With that said, it’s been a tough week. I’m not reading a whole lot of good material. I find myself whispering “Please surprise me please surprise me please surprise me” every time I open a script because I’m tired of reading a logline, reading the genre, then getting EXACTLY what I expected – down to the acts, down to the characters, down to the story beats.

I’m still trying to recover from yesterday’s script, Forbidden Planet, which didn’t include a single plot point, character or storyline that surprised me. This is one of the pivotal things every writer should be thinking about when they write a script! “How am I going to surprise someone whose job it is to read screenplays?” I’m not saying you have to reinvent the wheel. But you need that mindset going into every single scene if you expect your script to get noticed.

The Munchkin did end up surprising me.

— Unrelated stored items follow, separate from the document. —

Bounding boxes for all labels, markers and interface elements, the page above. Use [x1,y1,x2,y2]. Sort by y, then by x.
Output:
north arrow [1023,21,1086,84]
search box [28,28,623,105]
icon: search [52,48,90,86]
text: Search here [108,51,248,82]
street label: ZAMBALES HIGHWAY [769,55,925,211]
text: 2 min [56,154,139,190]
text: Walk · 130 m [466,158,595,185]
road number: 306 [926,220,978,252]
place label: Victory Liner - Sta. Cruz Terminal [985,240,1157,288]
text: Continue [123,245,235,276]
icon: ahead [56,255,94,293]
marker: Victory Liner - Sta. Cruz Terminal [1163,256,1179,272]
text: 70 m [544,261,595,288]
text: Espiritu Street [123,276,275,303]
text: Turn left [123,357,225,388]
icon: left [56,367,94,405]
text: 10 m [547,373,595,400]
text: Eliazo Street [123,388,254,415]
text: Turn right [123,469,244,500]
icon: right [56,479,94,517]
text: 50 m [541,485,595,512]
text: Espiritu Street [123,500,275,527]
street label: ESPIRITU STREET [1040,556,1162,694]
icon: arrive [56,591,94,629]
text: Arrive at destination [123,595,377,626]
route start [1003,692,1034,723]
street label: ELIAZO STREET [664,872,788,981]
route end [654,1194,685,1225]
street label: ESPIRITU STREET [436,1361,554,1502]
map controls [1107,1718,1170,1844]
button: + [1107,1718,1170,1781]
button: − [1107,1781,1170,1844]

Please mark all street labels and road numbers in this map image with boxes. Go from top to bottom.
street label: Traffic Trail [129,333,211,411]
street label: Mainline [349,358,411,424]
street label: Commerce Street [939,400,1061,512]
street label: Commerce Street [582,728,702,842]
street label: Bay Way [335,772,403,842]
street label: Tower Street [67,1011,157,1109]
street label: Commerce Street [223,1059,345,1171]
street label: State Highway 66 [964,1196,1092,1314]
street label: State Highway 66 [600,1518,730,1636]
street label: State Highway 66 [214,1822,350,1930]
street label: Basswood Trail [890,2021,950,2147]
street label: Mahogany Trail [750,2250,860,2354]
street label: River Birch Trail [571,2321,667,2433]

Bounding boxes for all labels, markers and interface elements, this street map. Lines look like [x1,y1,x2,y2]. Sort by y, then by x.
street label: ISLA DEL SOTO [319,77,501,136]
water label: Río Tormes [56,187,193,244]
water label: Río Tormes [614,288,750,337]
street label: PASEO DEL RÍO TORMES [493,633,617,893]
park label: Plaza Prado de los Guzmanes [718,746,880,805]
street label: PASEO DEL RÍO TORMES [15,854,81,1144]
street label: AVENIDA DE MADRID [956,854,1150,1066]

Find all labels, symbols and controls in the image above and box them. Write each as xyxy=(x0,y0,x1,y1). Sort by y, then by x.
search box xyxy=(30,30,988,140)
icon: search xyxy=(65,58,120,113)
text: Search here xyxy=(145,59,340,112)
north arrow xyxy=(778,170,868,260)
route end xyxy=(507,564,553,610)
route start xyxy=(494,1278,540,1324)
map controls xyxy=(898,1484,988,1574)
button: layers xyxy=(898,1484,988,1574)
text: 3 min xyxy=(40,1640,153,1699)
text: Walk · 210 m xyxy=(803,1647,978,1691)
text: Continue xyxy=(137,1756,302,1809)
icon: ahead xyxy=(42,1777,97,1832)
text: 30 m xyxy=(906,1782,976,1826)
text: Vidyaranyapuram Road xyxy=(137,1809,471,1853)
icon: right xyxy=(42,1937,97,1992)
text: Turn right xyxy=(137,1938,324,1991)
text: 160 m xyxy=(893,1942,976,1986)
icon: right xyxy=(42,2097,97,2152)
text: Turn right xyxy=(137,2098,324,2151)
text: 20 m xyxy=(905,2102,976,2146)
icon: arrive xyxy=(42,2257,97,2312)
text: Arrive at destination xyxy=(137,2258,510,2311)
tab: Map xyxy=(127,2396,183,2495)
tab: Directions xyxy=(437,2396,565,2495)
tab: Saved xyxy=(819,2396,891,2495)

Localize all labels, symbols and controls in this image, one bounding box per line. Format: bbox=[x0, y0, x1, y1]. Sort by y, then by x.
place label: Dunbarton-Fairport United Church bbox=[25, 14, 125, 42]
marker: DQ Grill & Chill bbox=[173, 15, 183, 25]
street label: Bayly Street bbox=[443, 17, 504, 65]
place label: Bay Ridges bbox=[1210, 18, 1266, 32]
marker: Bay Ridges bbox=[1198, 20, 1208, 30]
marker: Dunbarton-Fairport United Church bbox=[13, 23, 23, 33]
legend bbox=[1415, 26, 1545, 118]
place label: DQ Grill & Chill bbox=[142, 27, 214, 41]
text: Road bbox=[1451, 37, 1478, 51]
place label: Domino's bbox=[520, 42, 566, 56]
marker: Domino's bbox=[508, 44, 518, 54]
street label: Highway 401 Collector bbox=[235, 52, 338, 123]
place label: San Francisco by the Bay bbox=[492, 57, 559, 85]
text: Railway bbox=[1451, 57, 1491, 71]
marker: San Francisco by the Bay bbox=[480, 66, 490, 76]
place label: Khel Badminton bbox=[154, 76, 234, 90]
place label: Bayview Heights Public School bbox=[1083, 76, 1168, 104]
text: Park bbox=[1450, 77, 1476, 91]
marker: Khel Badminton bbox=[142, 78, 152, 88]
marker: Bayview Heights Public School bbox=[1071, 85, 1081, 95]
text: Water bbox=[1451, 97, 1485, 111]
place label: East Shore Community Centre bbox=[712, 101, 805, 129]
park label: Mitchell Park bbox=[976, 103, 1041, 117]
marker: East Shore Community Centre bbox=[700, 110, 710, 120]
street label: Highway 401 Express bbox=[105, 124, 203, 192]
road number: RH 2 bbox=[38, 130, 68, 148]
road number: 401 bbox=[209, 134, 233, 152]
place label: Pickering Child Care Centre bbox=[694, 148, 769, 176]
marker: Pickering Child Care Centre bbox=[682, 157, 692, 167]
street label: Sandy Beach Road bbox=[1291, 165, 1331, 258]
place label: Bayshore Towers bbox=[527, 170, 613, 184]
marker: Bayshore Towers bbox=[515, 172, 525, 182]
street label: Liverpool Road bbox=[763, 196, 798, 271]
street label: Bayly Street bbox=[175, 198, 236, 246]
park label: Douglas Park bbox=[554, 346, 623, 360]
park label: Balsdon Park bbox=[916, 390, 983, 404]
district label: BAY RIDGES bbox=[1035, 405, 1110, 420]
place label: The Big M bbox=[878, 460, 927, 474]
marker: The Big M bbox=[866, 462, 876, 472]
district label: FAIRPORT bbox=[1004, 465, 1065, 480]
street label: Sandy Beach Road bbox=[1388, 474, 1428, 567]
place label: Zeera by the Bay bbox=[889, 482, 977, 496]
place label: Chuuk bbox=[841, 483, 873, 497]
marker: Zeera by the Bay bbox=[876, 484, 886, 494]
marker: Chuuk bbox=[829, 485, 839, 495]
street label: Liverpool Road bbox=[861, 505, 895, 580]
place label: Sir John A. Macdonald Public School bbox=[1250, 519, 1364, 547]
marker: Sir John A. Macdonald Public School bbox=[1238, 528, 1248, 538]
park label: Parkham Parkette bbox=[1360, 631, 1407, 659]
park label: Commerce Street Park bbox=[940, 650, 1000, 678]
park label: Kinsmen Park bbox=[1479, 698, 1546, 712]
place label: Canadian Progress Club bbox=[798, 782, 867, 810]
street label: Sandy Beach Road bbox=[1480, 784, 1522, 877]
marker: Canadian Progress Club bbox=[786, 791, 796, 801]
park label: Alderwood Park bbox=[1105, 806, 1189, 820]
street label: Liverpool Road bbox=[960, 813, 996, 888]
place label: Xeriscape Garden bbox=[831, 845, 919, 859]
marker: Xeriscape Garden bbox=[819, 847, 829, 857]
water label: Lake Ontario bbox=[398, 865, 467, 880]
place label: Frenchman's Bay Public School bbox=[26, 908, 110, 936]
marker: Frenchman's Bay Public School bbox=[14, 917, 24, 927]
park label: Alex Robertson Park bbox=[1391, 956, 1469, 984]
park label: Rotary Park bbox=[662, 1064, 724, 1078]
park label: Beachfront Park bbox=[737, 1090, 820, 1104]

But not in the ways I expected. More on that in a bit.

40-something Vic Shea (or, let’s just come out and say it, Peter Dinklage, since his casting is the only way this movie gets made) is a little person private investigator. One day, a mother comes in and hires Vic to look for her little person daughter, Claudette, a 15 year-old girl who was cast in The Wizard of Oz as one of the munchkins, but who hasn’t been heard from since.

Vic and his half-assistant half-girlfriend, Doris, reluctantly take the job, expecting to find nothing. But boy are they wrong. Claudette’s landlord, an actress named Anne, tells them that she took Claudette to an MGM party when she first moved into the building.

After some heavy sleuthing, Vic finds out that Claudette was raped at that party, and was pregnant at the time of her disappearance. The prevailing thought is that notorious scumbag and MGM fixer Eddie Mannix did the deed. But upon closer inspection, Eddie never got close to the girl.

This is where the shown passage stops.